Can the accuracy of multifocal intraocular lens power calculation be improved to make patients spectacle free?

Hasnain Ramji, Johnny Moore, C B Tara Moore, Sunil Shah

Research output: Contribution to journalArticle

Abstract

PURPOSE: To optimise intraocular lens (IOL) power calculation techniques for a segmental multifocal IOL, LENTIS™ MPlus(®) (Oculentis GmbH, Berlin, Germany) and assess outcomes.

METHODS: A retrospective consecutive non-randomised case series of patients receiving the MPlus(®) IOL following cataract surgery or clear lens extraction was performed at a privately owned ophthalmic hospital, Midland Eye, Solihull, UK. Analysis was undertaken of 116 eyes, with uncomplicated lens replacement surgery using the LENTIS™ MPlus(®) lenses. Pre-operative biometry data were stratified into short (<22.00 mm) and long axial lengths (ALs) (≥22.00 mm). IOL power predictions were calculated with SRK/T, Holladay I, Hoffer Q, Holladay II and Haigis formulae and compared to the final manifest refraction. These were compared with the OKULIX ray tracing method and the stratification technique suggested by the Royal College of Ophthalmologists (RCOphth).

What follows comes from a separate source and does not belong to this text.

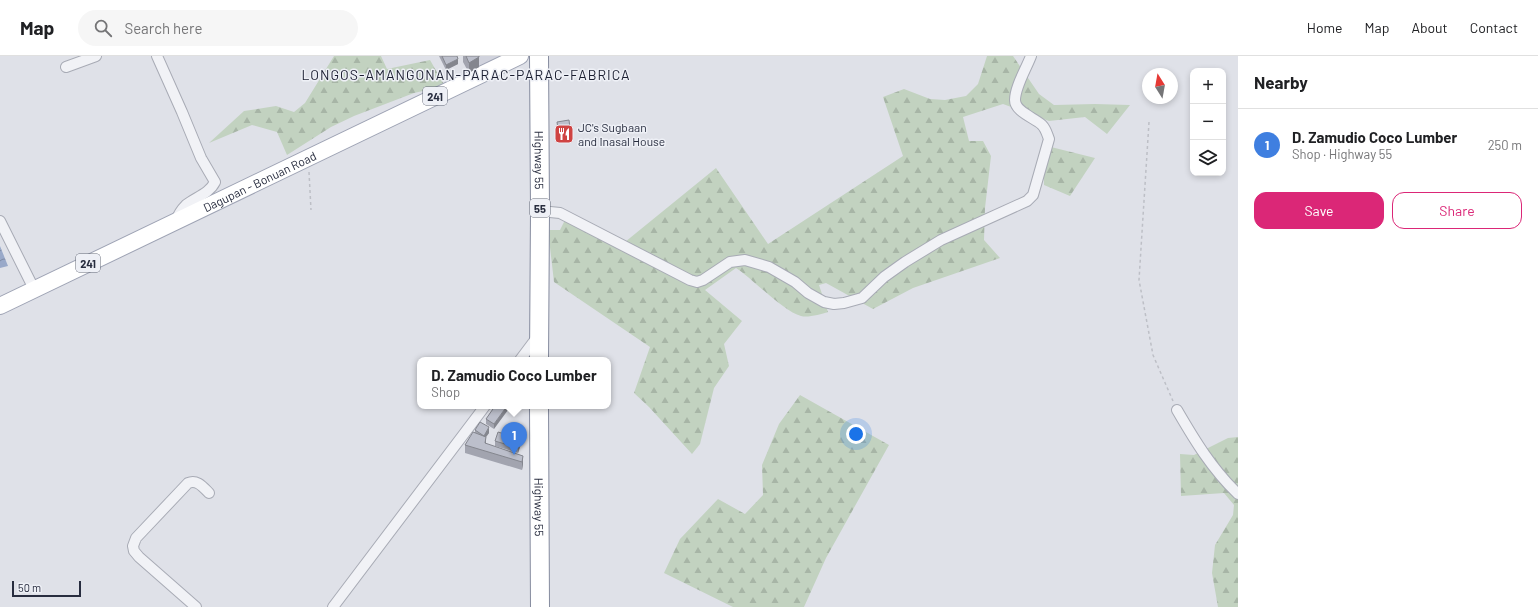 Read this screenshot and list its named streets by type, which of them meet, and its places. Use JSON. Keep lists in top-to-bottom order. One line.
{"streets":{"highway":["Highway 55","55"],"main road":["241","Dagupan - Bonuan Road"]},"districts":["LONGOS-AMANGONAN-PARAC‑PARAC-FABRICA"],"places":{"restaurant":["JC's Sugbaan and Inasal House"]},"scale_bar":"50 m","north":"top","page":{"header":"Map","search":"Search here","nav":["Home","Map","About","Contact"],"heading":"Nearby","map_buttons":["+","−"],"list":[{"mark":"1","name":"D. Zamudio Coco Lumber","note":"Shop · Highway 55","value":"250 m"}],"buttons":["Save","Share"],"popup":["D. Zamudio Coco Lumber","Shop"],"pins":"1","scale":"50 m"}}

RESULTS: Using SRK/T for long eyes and Hoffer Q for short eyes, 64% achieved postoperative subjective refractions of ≤±0.25 D, 83%≤±0.50 D and 93%≤±0.75 D, with a maximum predictive error of 1.25D. No specific calculation method performed best across all ALs; however for ALs under 22 mm Hoffer Q and Holliday I methods performed best.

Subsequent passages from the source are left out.